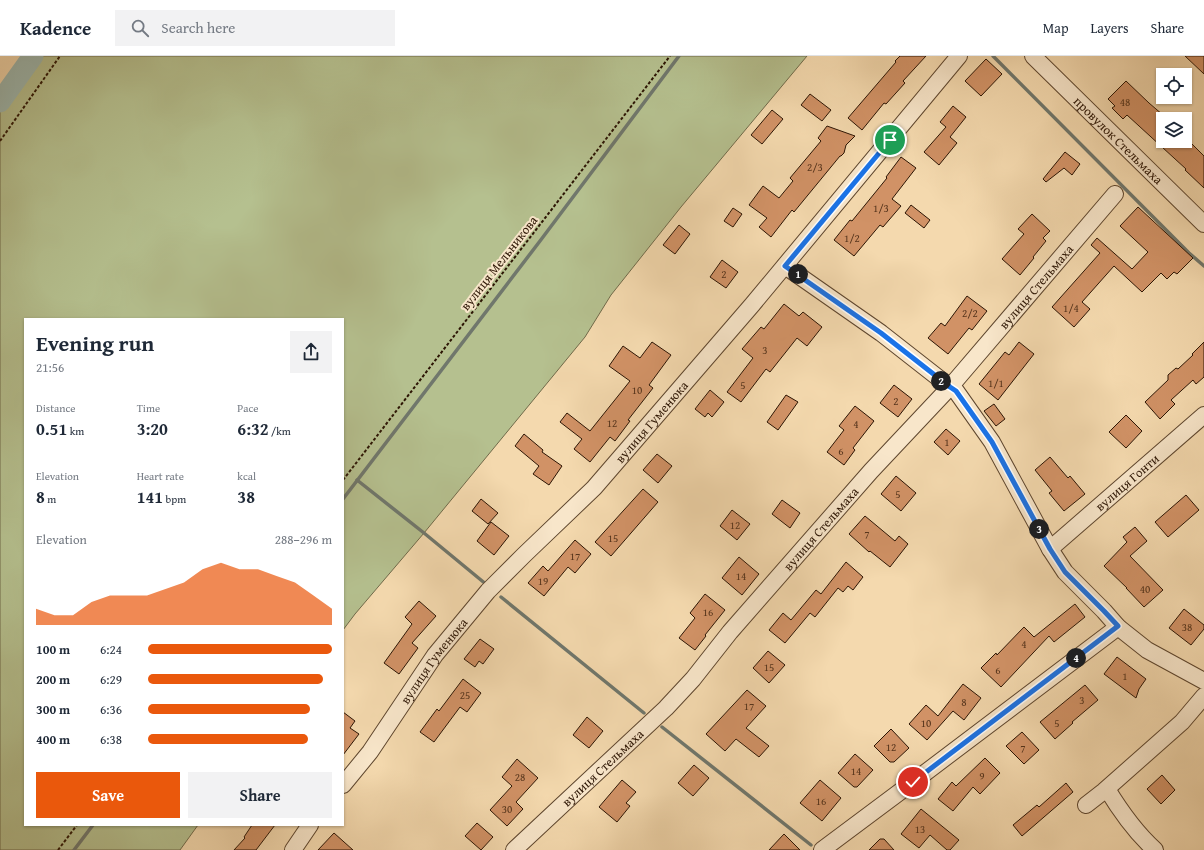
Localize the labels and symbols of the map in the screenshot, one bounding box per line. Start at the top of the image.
street label: провулок Стельмаха [1070,92,1168,189]
house number: 48 [1120,94,1130,110]
pin [873,123,907,157]
house number: 2/3 [807,159,823,175]
house number: 1/3 [873,200,889,216]
street label: вулиця Мельникова [456,211,543,314]
house number: 1/2 [844,230,860,246]
street label: вулиця Стельмаха [994,239,1078,333]
pin: 1 [788,264,808,284]
house number: 2 [721,266,727,282]
house number: 1/4 [1063,300,1079,316]
house number: 2/2 [962,305,978,321]
house number: 3 [762,342,768,358]
pin: 2 [931,371,951,391]
house number: 1/1 [988,375,1004,391]
street label: вулиця Гуменюка [610,376,693,467]
house number: 5 [740,377,746,393]
house number: 10 [632,382,642,398]
house number: 2 [893,393,899,409]
house number: 12 [607,415,617,431]
house number: 4 [853,416,859,432]
house number: 1 [944,434,950,450]
house number: 6 [838,443,844,459]
street label: вулиця Гонти [1091,449,1163,515]
street label: вулиця Стельмаха [779,482,863,575]
house number: 5 [895,486,901,502]
house number: 12 [730,517,740,533]
pin: 3 [1029,519,1049,539]
house number: 7 [864,526,870,542]
house number: 15 [608,530,618,546]
house number: 17 [570,548,580,564]
house number: 14 [736,568,746,584]
house number: 19 [538,573,548,589]
house number: 40 [1140,581,1150,597]
house number: 16 [703,604,713,620]
street label: вулиця Гуменюка [395,613,472,708]
house number: 38 [1182,619,1192,635]
house number: 4 [1021,636,1027,652]
pin: 4 [1066,648,1086,668]
house number: 15 [764,659,774,675]
house number: 6 [995,662,1001,678]
house number: 1 [1122,668,1128,684]
house number: 25 [460,687,470,703]
house number: 3 [1079,692,1085,708]
house number: 8 [961,694,967,710]
house number: 17 [744,698,754,714]
house number: 10 [921,715,931,731]
house number: 5 [1054,715,1060,731]
street label: вулиця Стельмаха [557,724,648,810]
house number: 12 [886,739,896,755]
house number: 7 [1020,740,1026,756]
house number: 14 [851,763,861,779]
pin [896,765,930,799]
house number: 9 [979,768,985,784]
house number: 28 [515,769,525,785]
house number: 16 [816,793,826,809]
house number: 30 [502,801,512,817]
house number: 13 [915,821,925,837]

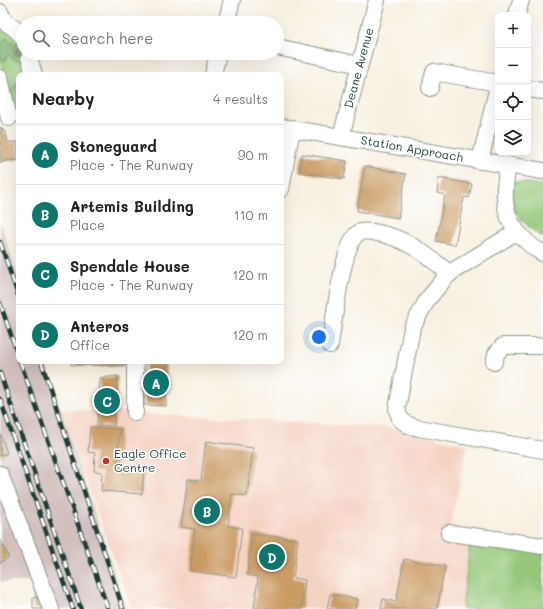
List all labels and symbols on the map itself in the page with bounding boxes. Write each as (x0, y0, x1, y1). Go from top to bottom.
street label: Deane Avenue (340, 26, 376, 110)
street label: Station Approach (360, 131, 465, 165)
your location (309, 327, 329, 347)
pin: A (143, 368, 169, 398)
pin: C (94, 386, 120, 416)
place label: Eagle Office Centre (114, 445, 187, 475)
marker: Eagle Office Centre (101, 456, 111, 466)
pin: B (194, 496, 220, 526)
pin: D (259, 542, 285, 572)

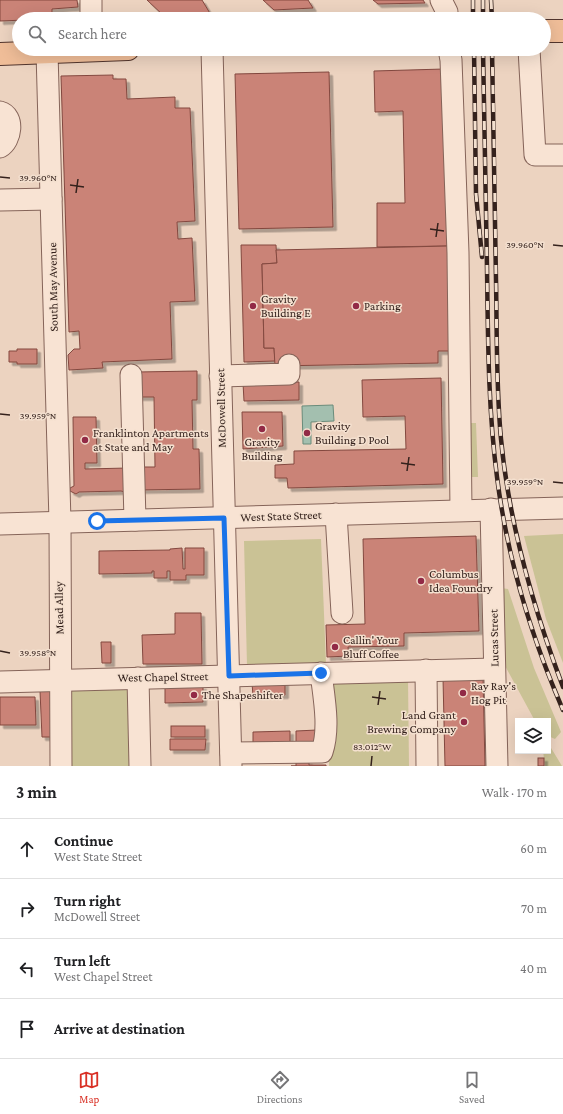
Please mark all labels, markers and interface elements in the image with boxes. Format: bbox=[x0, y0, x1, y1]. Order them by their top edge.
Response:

TASK DETAILS => Print the records above verbatim, minus any pictures.

REPLY =>
Localize the labels and symbols of the map in the screenshot, one bounding box per line. Start at the top of the image.
street label: провулок Стельмаха [1070,92,1168,189]
house number: 48 [1120,94,1130,110]
pin [873,123,907,157]
house number: 2/3 [807,159,823,175]
house number: 1/3 [873,200,889,216]
street label: вулиця Мельникова [456,211,543,314]
house number: 1/2 [844,230,860,246]
street label: вулиця Стельмаха [994,239,1078,333]
pin: 1 [788,264,808,284]
house number: 2 [721,266,727,282]
house number: 1/4 [1063,300,1079,316]
house number: 2/2 [962,305,978,321]
house number: 3 [762,342,768,358]
pin: 2 [931,371,951,391]
house number: 1/1 [988,375,1004,391]
street label: вулиця Гуменюка [610,376,693,467]
house number: 5 [740,377,746,393]
house number: 10 [632,382,642,398]
house number: 2 [893,393,899,409]
house number: 12 [607,415,617,431]
house number: 4 [853,416,859,432]
house number: 1 [944,434,950,450]
house number: 6 [838,443,844,459]
street label: вулиця Гонти [1091,449,1163,515]
street label: вулиця Стельмаха [779,482,863,575]
house number: 5 [895,486,901,502]
house number: 12 [730,517,740,533]
pin: 3 [1029,519,1049,539]
house number: 7 [864,526,870,542]
house number: 15 [608,530,618,546]
house number: 17 [570,548,580,564]
house number: 14 [736,568,746,584]
house number: 19 [538,573,548,589]
house number: 40 [1140,581,1150,597]
house number: 16 [703,604,713,620]
street label: вулиця Гуменюка [395,613,472,708]
house number: 38 [1182,619,1192,635]
house number: 4 [1021,636,1027,652]
pin: 4 [1066,648,1086,668]
house number: 15 [764,659,774,675]
house number: 6 [995,662,1001,678]
house number: 1 [1122,668,1128,684]
house number: 25 [460,687,470,703]
house number: 3 [1079,692,1085,708]
house number: 8 [961,694,967,710]
house number: 17 [744,698,754,714]
house number: 10 [921,715,931,731]
house number: 5 [1054,715,1060,731]
street label: вулиця Стельмаха [557,724,648,810]
house number: 12 [886,739,896,755]
house number: 7 [1020,740,1026,756]
house number: 14 [851,763,861,779]
pin [896,765,930,799]
house number: 9 [979,768,985,784]
house number: 28 [515,769,525,785]
house number: 16 [816,793,826,809]
house number: 30 [502,801,512,817]
house number: 13 [915,821,925,837]

List all labels and symbols on the map itself in the page with bounding boxes. Write each as (x0, y0, x1, y1). Go from top to bottom.
street label: Deane Avenue (340, 26, 376, 110)
street label: Station Approach (360, 131, 465, 165)
your location (309, 327, 329, 347)
pin: A (143, 368, 169, 398)
pin: C (94, 386, 120, 416)
place label: Eagle Office Centre (114, 445, 187, 475)
marker: Eagle Office Centre (101, 456, 111, 466)
pin: B (194, 496, 220, 526)
pin: D (259, 542, 285, 572)

Please mark all labels, markers and interface elements in the image with boxes. Format: bbox=[x0, y0, x1, y1]. Order them by their top edge.
Response:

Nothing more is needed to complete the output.